* **What is required**: From the entries that follow, report every line in which "function" occurs.

* **Entries taken from a collection**:
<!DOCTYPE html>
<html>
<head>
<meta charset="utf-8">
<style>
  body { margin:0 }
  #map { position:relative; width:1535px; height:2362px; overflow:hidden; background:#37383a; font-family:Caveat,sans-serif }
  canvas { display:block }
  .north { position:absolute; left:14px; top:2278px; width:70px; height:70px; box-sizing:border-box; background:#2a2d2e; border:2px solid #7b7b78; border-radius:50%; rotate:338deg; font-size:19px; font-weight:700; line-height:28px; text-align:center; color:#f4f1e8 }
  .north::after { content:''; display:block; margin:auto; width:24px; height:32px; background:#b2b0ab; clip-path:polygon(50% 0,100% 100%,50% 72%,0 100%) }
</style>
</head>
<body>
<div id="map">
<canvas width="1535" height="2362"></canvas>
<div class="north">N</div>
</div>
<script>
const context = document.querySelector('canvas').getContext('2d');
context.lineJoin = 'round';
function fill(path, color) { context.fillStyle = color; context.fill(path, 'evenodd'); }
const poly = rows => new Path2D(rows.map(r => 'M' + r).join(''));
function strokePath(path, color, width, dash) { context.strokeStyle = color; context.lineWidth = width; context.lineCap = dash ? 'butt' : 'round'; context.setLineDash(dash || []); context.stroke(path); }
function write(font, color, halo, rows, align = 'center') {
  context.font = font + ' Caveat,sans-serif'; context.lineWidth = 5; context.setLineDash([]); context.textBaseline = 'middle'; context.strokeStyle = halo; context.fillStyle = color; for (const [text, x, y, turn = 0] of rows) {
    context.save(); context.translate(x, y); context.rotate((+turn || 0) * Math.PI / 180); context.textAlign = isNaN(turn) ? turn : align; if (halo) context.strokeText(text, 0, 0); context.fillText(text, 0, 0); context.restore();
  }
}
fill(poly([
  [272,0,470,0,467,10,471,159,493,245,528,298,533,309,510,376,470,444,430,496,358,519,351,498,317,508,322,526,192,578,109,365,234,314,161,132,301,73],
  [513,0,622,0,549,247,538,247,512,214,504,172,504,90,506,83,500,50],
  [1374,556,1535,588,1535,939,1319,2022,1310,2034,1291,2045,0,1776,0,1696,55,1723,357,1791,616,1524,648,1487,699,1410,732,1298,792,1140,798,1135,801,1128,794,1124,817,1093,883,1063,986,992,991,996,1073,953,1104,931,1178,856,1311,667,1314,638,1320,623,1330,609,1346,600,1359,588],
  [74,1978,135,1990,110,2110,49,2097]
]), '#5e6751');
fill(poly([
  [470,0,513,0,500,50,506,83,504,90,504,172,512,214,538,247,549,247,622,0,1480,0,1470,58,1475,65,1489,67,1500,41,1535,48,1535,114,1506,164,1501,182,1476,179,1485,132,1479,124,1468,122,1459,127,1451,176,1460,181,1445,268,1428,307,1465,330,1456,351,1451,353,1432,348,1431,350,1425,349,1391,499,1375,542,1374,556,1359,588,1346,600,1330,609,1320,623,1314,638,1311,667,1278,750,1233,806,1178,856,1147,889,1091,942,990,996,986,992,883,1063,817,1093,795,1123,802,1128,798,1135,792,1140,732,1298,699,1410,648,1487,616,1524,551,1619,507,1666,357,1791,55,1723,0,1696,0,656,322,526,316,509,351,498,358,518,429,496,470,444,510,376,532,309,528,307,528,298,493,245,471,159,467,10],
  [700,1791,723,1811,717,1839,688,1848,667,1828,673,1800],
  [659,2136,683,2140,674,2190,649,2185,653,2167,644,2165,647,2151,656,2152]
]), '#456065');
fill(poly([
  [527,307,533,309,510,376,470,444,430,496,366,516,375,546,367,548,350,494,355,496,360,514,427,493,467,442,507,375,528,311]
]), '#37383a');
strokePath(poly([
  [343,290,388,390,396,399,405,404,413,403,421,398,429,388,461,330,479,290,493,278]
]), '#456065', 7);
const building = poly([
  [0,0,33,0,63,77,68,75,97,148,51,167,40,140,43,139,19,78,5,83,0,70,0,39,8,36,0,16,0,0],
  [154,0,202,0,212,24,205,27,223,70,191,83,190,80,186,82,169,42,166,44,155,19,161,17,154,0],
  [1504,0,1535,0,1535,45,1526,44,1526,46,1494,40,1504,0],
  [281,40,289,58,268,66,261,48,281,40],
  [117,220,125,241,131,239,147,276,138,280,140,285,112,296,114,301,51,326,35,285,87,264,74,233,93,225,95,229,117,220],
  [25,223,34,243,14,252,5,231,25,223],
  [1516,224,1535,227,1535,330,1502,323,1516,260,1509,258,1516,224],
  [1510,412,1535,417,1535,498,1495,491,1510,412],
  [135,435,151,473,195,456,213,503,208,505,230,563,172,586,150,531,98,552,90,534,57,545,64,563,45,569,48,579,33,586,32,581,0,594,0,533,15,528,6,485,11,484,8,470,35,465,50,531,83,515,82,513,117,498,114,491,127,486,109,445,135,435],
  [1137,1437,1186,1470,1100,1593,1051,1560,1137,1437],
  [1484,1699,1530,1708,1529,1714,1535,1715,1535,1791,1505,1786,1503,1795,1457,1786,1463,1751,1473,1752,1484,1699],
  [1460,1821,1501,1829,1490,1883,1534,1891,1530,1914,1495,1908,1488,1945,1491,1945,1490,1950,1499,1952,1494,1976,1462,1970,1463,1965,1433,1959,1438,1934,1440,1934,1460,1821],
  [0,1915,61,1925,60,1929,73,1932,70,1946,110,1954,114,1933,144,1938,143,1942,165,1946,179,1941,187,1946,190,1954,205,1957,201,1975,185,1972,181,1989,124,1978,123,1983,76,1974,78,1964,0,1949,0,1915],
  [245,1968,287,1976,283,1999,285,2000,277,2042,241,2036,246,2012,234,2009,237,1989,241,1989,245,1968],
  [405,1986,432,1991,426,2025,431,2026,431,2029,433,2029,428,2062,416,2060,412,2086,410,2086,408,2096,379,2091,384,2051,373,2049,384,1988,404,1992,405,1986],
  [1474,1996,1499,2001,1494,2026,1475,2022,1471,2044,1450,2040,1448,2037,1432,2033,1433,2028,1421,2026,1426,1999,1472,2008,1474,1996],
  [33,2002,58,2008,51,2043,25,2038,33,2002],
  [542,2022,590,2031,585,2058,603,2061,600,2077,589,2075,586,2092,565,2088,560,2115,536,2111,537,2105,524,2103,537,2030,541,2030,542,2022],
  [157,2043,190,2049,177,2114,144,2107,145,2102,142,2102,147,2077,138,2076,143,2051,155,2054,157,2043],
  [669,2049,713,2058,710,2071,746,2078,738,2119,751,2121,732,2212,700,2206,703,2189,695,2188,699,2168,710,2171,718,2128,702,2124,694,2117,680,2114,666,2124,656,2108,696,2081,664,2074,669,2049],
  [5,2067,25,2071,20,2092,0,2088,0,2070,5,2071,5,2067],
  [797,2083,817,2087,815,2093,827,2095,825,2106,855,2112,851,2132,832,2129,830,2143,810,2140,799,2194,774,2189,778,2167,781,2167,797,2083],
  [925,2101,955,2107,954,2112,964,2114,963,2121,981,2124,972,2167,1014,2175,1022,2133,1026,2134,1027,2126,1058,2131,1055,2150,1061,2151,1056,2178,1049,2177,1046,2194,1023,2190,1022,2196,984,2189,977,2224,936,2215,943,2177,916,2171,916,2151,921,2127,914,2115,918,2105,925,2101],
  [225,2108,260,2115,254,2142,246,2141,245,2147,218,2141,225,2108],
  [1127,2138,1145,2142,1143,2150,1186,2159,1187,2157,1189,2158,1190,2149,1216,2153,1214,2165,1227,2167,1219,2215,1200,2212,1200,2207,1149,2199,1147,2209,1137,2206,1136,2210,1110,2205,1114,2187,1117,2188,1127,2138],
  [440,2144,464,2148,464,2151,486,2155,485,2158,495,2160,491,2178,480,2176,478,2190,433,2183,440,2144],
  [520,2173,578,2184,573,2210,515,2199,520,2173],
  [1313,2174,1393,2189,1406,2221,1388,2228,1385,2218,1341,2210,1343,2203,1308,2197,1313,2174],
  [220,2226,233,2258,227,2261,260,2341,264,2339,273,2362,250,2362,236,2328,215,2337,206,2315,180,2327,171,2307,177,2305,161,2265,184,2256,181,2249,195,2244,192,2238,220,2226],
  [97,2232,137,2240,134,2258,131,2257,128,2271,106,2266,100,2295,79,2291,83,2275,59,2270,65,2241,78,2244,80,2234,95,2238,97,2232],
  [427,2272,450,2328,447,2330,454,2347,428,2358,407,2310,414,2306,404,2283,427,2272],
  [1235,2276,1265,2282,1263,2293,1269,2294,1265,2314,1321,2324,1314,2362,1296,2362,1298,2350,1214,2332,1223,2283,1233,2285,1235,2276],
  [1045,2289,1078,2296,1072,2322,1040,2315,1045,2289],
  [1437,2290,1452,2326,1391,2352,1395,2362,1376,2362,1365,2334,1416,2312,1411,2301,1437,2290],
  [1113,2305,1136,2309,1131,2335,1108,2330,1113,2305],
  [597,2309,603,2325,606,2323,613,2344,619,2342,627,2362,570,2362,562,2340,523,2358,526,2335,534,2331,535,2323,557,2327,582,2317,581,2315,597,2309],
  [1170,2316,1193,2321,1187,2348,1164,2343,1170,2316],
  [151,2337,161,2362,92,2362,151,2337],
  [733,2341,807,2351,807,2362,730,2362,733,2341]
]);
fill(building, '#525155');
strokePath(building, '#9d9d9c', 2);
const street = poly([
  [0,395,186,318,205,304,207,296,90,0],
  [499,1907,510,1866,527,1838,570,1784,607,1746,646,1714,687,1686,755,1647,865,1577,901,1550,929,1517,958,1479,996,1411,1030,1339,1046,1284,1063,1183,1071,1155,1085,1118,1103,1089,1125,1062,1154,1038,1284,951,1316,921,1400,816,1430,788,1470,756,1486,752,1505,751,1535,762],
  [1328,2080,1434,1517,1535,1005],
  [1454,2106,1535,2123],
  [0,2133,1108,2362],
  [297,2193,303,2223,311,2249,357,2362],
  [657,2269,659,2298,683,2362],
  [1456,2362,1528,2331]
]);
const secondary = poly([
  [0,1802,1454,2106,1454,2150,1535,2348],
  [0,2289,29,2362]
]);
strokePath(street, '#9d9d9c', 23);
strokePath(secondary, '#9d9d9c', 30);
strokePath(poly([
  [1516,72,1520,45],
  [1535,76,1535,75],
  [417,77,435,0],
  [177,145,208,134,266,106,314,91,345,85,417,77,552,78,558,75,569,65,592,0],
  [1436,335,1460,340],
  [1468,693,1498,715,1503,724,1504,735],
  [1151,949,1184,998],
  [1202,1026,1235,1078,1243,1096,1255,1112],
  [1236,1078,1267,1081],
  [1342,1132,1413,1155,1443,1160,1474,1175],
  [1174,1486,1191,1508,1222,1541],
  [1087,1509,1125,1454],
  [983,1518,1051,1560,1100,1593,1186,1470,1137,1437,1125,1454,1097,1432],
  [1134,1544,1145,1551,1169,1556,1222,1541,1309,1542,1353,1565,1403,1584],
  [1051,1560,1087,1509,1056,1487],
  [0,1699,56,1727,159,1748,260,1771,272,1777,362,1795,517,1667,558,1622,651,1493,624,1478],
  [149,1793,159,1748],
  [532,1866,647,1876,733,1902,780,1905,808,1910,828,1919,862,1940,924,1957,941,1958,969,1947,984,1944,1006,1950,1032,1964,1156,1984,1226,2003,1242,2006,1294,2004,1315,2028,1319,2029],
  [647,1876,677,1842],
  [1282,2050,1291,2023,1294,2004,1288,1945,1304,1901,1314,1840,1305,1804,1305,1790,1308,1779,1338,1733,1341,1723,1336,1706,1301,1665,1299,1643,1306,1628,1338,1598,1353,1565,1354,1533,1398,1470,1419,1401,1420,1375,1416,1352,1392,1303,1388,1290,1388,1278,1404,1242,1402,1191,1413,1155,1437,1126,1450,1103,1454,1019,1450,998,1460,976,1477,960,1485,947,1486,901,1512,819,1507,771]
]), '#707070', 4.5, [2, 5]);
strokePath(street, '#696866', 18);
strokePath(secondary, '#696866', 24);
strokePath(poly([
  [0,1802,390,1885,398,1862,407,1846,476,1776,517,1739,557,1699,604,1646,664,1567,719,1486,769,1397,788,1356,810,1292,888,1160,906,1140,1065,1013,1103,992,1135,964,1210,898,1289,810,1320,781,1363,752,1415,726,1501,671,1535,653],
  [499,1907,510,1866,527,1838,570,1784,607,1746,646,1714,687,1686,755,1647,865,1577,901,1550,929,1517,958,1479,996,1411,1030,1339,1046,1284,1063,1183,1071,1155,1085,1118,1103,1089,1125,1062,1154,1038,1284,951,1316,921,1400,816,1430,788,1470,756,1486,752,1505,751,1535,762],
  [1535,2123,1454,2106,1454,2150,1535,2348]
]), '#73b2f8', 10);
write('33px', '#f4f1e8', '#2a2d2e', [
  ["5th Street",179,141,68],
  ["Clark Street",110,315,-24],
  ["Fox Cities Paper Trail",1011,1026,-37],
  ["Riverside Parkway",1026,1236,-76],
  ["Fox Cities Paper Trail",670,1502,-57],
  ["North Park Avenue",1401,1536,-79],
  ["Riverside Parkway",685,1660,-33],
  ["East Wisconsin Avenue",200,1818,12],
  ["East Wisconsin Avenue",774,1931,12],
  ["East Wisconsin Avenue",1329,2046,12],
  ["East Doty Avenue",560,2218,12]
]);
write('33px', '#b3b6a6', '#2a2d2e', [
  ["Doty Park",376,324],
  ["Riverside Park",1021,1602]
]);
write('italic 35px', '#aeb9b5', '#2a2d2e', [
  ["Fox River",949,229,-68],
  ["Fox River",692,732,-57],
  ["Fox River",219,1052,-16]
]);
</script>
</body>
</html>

* **Solution for this exercise**:
function fill(path, color) { context.fillStyle = color; context.fill(path, 'evenodd'); }
function strokePath(path, color, width, dash) { context.strokeStyle = color; context.lineWidth = width; context.lineCap = dash ? 'butt' : 'round'; context.setLineDash(dash || []); context.stroke(path); }
function write(font, color, halo, rows, align = 'center') {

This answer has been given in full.